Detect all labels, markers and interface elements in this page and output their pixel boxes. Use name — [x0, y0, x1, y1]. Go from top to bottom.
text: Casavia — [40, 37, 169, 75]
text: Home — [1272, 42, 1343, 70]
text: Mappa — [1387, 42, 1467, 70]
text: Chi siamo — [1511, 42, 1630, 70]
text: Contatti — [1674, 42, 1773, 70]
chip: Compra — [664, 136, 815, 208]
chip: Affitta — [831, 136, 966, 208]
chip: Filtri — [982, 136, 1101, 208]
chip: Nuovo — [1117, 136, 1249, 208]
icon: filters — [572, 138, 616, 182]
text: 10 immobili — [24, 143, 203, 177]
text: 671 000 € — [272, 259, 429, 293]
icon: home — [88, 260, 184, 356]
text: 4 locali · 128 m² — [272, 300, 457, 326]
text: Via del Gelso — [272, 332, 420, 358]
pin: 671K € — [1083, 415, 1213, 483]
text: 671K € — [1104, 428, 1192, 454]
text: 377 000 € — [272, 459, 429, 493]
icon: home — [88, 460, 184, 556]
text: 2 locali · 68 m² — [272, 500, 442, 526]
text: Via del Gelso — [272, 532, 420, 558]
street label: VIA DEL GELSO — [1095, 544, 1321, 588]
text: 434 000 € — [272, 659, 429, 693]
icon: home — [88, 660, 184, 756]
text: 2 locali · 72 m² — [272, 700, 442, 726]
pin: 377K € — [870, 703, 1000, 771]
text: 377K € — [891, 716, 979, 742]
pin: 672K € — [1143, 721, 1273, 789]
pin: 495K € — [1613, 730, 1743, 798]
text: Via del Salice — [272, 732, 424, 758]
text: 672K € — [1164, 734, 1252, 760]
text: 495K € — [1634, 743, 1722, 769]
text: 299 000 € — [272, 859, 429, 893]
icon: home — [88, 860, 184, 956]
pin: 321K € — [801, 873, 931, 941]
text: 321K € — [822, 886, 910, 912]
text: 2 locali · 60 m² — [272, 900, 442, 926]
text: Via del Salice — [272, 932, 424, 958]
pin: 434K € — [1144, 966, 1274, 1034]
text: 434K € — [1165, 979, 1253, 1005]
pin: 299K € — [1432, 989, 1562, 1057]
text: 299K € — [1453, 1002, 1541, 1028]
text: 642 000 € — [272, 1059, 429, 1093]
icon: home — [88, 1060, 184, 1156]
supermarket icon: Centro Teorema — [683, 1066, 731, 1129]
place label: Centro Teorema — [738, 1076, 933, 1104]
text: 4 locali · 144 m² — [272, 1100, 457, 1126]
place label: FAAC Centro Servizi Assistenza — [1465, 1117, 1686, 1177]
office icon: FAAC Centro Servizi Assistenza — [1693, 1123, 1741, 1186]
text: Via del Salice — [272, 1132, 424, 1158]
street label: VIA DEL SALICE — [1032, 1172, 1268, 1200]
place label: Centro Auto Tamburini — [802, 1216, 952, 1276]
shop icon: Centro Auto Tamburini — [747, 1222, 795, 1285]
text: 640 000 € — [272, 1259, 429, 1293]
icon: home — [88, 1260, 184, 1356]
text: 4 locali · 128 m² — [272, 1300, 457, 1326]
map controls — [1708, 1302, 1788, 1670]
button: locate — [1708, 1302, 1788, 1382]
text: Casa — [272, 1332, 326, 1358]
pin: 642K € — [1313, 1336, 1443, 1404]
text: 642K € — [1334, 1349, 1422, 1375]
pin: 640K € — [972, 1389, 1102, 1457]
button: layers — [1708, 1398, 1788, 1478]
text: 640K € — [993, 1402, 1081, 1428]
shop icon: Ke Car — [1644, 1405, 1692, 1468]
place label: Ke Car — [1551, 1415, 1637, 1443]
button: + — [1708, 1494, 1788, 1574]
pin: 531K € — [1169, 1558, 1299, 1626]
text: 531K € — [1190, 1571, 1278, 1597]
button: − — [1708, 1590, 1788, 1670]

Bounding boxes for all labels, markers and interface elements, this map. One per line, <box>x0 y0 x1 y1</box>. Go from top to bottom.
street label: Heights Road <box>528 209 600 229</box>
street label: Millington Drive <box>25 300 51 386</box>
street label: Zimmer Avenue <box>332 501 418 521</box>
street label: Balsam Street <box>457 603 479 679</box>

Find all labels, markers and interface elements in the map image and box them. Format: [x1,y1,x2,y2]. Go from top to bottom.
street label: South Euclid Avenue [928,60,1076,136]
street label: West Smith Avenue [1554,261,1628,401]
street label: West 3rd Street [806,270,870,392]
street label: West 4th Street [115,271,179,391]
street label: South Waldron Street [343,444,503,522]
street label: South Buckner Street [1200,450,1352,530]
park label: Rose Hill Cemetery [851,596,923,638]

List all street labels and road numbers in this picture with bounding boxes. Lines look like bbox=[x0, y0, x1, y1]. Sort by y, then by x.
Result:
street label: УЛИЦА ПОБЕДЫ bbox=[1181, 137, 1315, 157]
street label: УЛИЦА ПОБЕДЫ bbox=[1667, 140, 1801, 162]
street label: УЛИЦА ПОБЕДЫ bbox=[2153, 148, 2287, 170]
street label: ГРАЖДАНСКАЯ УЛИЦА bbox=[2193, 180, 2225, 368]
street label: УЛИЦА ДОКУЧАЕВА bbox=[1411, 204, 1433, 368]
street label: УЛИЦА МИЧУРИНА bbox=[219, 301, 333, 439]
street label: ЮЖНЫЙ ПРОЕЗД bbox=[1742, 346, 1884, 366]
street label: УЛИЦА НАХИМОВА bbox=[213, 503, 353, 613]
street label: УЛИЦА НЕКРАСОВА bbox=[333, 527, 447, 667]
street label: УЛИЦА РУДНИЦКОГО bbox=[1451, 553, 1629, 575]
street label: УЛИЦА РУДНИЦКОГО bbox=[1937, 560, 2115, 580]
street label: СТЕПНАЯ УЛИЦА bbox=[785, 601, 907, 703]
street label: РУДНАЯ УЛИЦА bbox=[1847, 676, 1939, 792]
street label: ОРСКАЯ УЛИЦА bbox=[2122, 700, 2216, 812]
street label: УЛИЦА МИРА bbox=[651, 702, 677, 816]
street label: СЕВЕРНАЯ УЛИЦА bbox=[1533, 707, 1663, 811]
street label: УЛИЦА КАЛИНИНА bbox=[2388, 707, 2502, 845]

■ WHAT IS BEING ASKED ■
The lines to copy are those above that contain the string "shop".

■ RESPONSE AREA ■
shop icon: Centro Auto Tamburini — [747, 1222, 795, 1285]
shop icon: Ke Car — [1644, 1405, 1692, 1468]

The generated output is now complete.